Mary LaGarde, the Executive Director of the American Indian Center, says that since the center opened in 1974, arts have been a huge part of it. However, when she took over as Executive Director two years ago, there hadn’t been a show in Two Rivers Gallery in eight years. “For me it’s something that’s very important to making sure the Indian Center’s doors are open and providing the community with that cultural and artistic experience.”
She was able to find funding to reopen Two Rivers Gallery from a grant the Center received from the First Nations Development Institute in Colorado. “That jump-started the re-opening of the Two Rivers Gallery,” she says.
LaGarde says she doesn’t see Two Rivers Gallery being in competition with All My Relations Gallery, located nearby on Franklin Avenue, and spoke with Executive Director Jay Bad Heart Bull as she was writing the grant. “I really see this not as a competition but as a partnership,” she says. While All My Relations does show emerging artists, they often bring in national artists and local artists who have made a name for themselves. With Two Rivers, LaGarde is hoping to provide an outlet for artists who may never have been in a show before, or don’t have enough of their own pieces for a solo show.

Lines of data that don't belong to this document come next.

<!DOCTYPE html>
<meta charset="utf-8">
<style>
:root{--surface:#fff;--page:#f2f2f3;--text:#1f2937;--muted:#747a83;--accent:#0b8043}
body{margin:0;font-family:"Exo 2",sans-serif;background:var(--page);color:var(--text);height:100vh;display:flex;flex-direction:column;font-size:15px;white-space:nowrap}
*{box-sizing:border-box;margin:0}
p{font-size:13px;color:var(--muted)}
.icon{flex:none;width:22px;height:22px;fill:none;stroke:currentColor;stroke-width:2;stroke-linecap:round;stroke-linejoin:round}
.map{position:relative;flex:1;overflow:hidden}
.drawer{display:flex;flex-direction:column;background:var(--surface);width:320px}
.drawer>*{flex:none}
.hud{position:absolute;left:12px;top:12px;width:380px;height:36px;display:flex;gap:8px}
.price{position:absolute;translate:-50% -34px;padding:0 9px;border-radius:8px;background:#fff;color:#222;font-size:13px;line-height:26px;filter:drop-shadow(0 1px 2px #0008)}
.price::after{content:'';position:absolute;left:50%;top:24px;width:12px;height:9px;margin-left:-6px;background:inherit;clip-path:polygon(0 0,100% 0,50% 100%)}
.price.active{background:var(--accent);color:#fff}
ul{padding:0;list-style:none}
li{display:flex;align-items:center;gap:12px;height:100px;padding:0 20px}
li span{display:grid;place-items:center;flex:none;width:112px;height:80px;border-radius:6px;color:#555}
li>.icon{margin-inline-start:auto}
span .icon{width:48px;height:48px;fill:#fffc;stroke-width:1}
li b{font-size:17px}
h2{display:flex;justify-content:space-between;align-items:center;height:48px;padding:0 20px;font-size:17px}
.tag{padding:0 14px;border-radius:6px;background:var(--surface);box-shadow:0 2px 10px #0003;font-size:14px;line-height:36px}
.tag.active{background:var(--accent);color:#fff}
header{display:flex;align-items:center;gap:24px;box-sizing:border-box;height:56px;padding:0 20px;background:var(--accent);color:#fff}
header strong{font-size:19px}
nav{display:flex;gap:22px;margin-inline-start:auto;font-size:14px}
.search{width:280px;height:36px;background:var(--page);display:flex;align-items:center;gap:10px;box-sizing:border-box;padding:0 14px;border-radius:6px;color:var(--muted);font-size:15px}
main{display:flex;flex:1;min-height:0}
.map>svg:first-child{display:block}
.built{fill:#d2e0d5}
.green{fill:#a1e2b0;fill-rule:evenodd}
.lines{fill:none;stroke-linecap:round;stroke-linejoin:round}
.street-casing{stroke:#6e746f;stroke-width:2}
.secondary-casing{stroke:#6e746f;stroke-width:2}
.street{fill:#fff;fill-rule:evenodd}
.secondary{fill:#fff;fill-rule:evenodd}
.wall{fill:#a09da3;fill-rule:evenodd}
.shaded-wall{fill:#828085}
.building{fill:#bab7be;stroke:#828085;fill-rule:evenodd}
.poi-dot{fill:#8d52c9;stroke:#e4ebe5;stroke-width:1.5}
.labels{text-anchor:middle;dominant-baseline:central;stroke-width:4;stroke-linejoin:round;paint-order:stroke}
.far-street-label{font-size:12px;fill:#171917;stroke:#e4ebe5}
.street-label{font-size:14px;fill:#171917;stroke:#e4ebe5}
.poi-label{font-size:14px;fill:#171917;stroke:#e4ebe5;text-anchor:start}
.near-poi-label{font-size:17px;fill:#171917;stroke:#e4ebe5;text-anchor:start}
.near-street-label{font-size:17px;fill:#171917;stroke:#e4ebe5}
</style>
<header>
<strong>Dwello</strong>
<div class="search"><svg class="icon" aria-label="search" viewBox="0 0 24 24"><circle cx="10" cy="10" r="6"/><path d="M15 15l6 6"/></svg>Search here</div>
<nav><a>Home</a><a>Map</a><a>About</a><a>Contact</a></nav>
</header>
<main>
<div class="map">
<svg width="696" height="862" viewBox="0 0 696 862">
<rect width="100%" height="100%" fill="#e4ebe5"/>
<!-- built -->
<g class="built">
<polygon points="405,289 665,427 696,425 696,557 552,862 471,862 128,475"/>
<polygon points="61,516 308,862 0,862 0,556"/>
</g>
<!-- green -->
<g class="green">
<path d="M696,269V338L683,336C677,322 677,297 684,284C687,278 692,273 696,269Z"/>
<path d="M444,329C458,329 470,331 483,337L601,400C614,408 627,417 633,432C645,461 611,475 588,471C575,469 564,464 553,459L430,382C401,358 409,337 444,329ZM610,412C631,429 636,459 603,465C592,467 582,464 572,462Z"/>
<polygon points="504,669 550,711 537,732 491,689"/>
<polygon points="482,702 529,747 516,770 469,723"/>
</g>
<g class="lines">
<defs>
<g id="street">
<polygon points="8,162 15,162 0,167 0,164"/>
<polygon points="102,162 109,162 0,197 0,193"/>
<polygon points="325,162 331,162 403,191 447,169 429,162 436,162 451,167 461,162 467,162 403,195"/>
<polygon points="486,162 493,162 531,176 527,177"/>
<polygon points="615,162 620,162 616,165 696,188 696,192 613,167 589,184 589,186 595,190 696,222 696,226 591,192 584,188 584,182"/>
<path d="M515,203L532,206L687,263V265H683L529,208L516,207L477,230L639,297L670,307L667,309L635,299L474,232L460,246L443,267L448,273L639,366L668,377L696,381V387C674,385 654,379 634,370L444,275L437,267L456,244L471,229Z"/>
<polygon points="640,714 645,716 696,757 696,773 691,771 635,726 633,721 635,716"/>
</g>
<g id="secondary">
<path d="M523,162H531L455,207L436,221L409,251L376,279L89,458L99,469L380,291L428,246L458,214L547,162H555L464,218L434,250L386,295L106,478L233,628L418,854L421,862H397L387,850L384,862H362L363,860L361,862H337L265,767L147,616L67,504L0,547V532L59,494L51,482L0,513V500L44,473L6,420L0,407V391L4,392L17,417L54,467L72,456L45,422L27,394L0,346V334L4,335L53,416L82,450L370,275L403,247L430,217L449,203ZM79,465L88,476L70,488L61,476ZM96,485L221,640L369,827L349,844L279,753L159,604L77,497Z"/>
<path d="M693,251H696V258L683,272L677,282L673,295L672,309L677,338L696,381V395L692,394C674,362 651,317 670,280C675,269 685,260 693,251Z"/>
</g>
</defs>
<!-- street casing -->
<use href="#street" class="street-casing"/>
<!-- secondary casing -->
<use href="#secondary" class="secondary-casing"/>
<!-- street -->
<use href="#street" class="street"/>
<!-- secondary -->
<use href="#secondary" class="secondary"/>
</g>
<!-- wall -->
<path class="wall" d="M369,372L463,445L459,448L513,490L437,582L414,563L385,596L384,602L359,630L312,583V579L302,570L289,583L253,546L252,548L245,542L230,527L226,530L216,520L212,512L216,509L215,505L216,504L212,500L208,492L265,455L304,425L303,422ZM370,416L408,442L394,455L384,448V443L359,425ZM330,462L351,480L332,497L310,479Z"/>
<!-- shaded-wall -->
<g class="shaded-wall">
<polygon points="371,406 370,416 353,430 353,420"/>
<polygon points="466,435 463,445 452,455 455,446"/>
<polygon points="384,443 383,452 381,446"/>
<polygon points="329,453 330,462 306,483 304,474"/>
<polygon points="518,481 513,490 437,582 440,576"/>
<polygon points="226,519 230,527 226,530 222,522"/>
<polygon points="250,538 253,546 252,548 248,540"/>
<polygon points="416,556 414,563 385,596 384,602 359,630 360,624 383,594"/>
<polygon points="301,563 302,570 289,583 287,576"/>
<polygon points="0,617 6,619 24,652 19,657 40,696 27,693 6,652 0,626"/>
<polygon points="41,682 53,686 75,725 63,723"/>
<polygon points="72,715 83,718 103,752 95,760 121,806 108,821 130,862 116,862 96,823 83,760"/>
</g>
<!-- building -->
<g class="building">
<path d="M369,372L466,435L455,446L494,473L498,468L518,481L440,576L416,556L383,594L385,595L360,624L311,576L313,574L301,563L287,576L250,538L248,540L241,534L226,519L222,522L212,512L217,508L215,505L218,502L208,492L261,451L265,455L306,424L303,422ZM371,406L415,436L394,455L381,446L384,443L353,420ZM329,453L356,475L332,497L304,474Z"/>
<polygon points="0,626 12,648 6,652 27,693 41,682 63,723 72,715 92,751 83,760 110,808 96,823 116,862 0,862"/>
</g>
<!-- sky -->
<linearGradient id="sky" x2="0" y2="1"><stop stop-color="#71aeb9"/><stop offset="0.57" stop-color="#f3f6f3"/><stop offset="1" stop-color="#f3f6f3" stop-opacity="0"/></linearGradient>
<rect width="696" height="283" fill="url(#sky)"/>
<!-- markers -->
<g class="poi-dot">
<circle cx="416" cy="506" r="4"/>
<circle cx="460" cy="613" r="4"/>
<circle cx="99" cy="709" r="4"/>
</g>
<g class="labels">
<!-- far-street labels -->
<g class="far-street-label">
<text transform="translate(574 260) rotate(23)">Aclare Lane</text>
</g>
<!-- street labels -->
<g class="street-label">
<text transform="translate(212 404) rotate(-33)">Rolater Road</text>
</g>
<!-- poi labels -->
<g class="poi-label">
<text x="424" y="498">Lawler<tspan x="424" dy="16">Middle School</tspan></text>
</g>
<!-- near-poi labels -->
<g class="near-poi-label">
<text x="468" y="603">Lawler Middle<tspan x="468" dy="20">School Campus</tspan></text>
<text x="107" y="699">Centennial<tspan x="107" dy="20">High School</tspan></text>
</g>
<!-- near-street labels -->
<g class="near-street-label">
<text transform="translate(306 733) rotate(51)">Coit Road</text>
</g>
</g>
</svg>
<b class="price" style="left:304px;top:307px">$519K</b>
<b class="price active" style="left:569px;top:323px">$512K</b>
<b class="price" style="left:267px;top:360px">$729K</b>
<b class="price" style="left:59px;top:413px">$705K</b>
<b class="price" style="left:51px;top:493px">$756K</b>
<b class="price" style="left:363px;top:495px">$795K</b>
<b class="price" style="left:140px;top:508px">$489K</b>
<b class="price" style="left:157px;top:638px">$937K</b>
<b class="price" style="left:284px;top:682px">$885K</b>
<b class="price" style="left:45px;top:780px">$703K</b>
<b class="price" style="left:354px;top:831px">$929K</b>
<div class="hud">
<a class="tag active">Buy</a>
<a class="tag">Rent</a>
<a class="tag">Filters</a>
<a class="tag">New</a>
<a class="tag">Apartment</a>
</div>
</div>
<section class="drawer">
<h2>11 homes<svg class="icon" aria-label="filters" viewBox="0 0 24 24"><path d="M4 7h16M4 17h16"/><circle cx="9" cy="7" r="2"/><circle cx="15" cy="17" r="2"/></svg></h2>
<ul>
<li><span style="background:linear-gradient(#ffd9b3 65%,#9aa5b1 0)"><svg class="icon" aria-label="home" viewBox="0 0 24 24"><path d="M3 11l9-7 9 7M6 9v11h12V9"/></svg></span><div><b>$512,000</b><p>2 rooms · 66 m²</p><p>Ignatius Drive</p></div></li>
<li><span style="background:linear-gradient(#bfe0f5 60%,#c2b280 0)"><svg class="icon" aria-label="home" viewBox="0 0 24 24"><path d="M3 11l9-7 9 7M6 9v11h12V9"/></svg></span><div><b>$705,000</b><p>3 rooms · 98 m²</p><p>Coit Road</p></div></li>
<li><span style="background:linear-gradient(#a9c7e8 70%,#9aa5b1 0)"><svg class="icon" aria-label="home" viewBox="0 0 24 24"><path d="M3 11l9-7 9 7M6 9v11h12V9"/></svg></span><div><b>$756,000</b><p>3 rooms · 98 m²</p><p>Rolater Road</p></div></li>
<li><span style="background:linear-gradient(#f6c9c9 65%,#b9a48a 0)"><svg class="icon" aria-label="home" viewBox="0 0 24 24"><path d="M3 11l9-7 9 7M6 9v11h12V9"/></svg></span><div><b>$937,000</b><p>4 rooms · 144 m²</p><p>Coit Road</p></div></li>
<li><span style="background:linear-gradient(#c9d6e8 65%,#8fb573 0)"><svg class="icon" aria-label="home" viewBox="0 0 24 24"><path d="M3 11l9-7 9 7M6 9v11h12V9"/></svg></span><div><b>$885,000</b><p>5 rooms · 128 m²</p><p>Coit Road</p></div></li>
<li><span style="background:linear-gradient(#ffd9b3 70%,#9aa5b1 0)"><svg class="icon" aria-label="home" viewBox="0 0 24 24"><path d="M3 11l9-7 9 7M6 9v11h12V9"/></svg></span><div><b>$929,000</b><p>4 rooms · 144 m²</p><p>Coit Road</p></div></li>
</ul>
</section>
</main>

Hopefully in the future, the two galleries will have openings on the same night, LaGarde says, enlivening the American Indian Cultural Corridor along Franklin Avenue. “It will be a flow of opportunities for people to see and experience different art exhibits.”
LaGarde foresees having openings about four times a year. At last Friday’s opening, they were able to raise funds through a silent auction that went toward supporting the gallery. Also at the opening, visitors were encouraged to indicate their interest in participating in future exhibitions. “Maggie will work with artists that have expressed interest and help them having a show,” LaGarde says.